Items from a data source
....

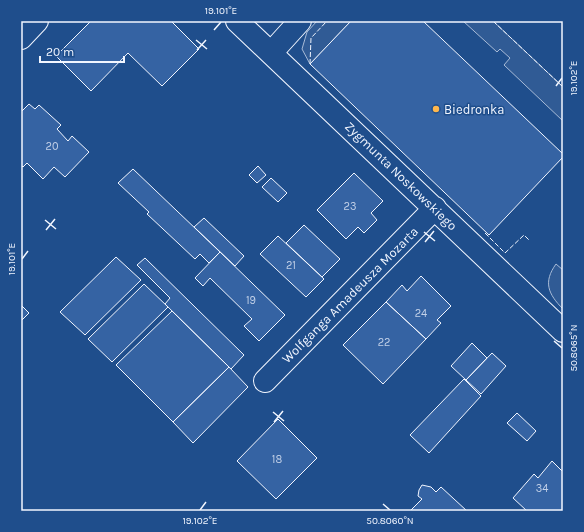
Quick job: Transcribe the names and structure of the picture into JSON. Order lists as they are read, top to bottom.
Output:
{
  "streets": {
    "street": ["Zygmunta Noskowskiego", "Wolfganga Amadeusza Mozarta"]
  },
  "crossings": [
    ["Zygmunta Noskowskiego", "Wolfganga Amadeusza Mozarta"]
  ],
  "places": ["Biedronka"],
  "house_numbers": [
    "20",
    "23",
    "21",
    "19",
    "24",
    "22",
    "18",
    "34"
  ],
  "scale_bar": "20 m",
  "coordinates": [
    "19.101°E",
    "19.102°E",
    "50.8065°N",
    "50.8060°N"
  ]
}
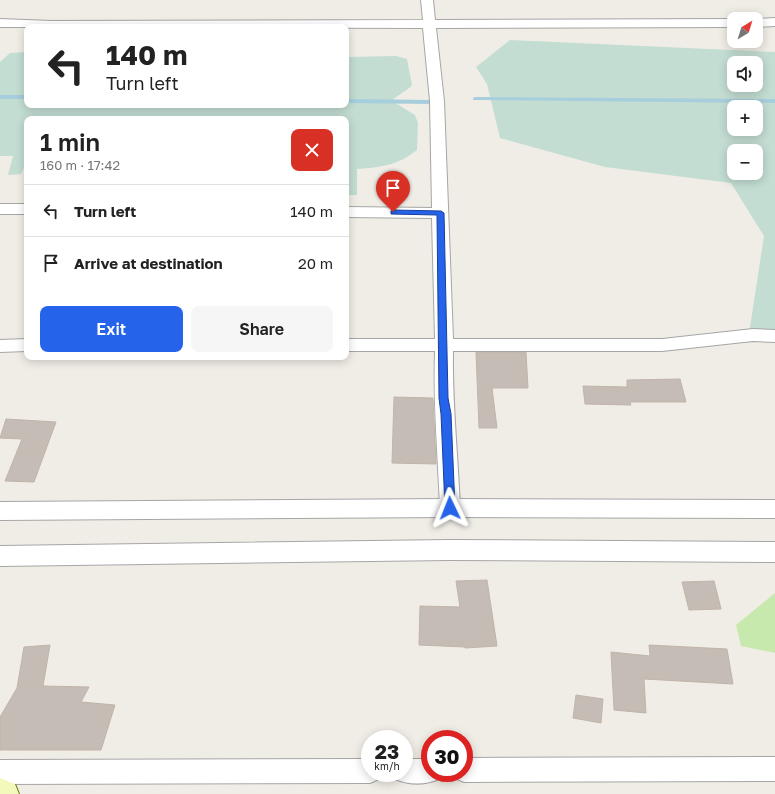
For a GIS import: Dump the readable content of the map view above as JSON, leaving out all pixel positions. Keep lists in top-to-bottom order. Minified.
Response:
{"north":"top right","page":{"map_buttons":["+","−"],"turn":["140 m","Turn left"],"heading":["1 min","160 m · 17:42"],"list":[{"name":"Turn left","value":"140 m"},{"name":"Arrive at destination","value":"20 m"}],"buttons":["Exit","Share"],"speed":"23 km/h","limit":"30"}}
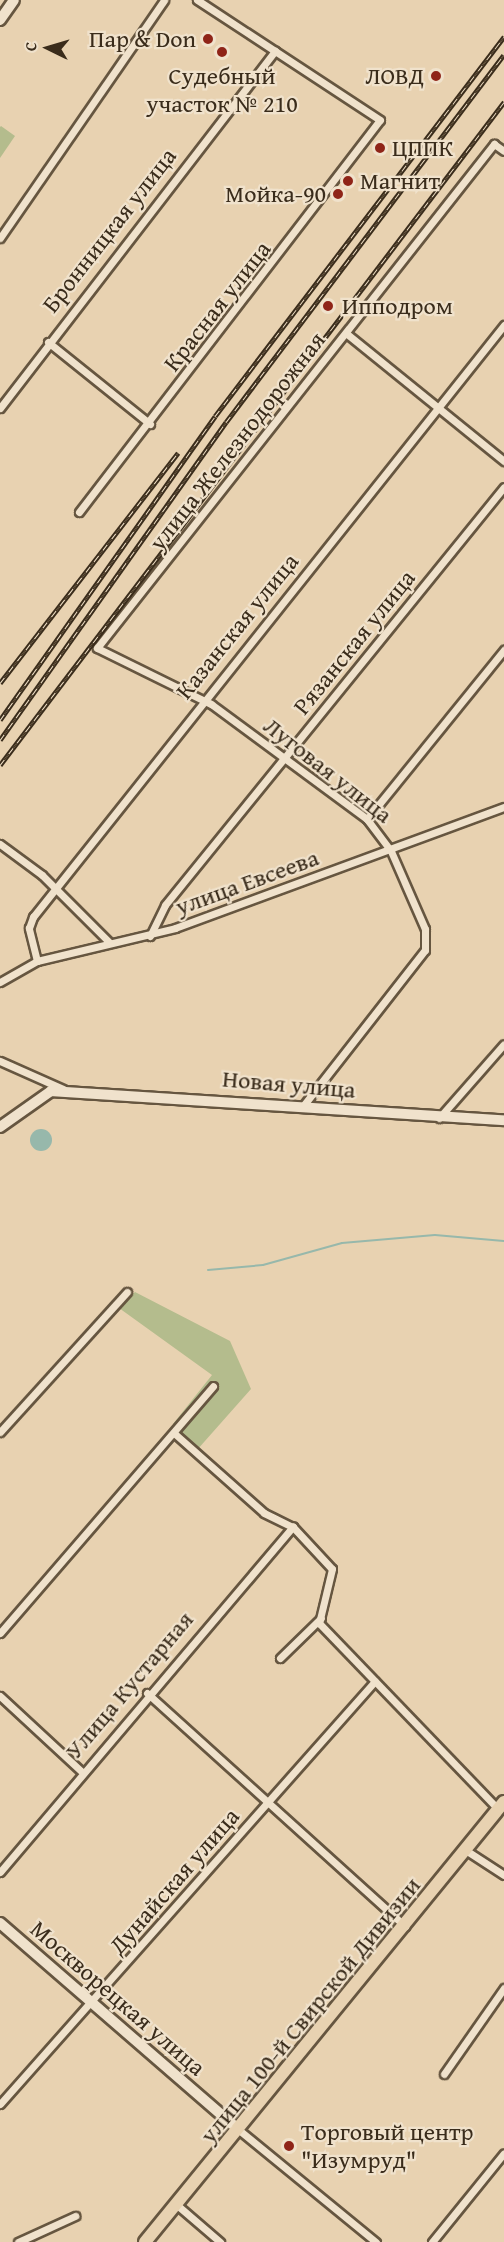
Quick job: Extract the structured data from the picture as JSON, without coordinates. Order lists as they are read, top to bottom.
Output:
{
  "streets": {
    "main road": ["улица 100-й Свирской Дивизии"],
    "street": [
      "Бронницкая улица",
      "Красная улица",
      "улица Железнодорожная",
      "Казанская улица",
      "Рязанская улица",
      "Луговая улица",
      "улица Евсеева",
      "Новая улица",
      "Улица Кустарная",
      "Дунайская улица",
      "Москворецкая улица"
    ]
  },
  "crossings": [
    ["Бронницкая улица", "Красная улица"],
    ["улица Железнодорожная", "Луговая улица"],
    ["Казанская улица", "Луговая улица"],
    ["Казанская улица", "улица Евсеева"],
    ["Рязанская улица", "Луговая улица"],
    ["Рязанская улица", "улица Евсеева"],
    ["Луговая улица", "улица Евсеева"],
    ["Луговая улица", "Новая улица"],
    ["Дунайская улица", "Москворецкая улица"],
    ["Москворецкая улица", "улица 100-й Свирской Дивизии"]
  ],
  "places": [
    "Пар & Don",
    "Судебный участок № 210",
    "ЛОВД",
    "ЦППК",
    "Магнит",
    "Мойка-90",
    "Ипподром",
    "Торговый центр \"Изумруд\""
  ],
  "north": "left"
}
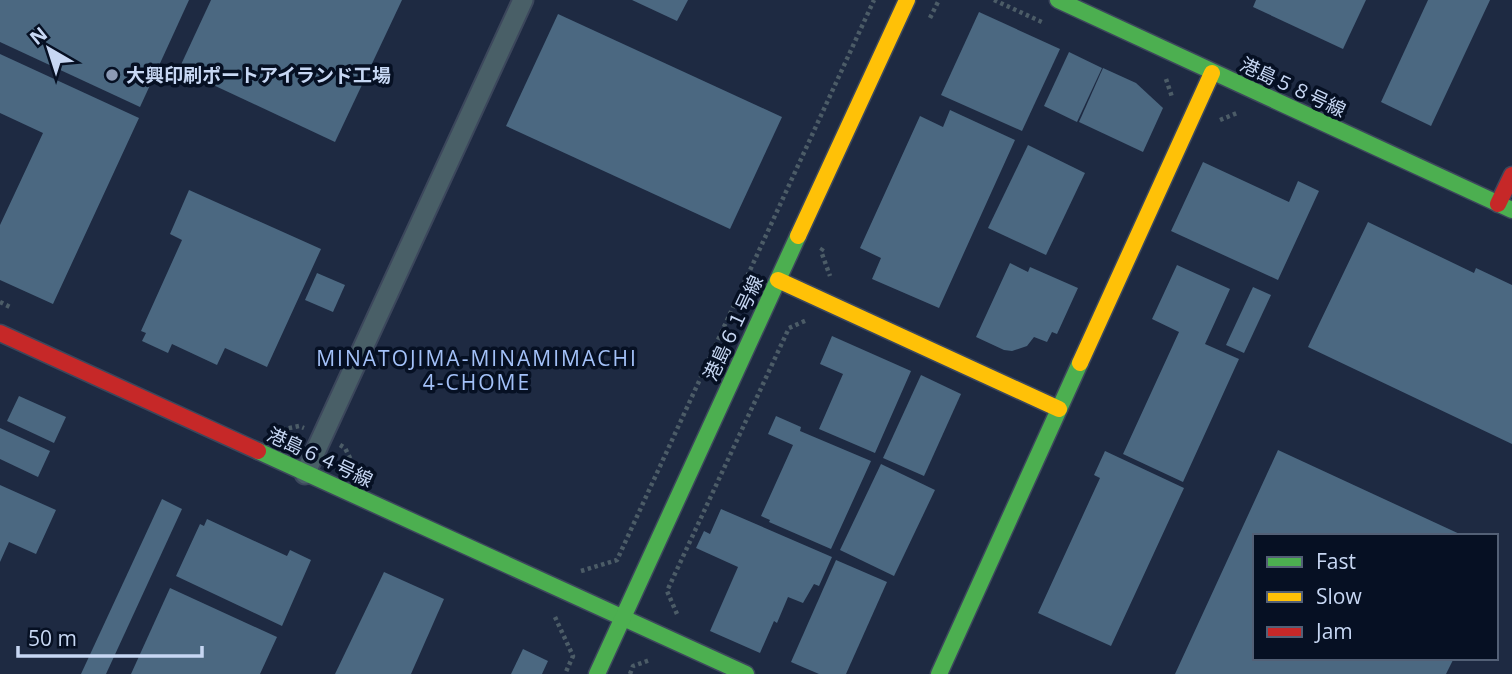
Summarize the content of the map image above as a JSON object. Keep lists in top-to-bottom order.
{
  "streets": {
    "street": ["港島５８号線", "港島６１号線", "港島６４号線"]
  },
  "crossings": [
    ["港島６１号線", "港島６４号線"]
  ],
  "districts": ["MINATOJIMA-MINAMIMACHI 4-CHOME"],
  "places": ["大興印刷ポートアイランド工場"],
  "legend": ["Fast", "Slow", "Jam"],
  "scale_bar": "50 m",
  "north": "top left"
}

....

◆ Try it
Take each line above that holds the string "they" and copy it.

◆ Answer space
Quick job: Transcribe the names and structure of the picture into JSON. Order lists as they are read, top to bottom.
Quick job: Extract the structured data from the picture as JSON, without coordinates. Order lists as they are read, top to bottom.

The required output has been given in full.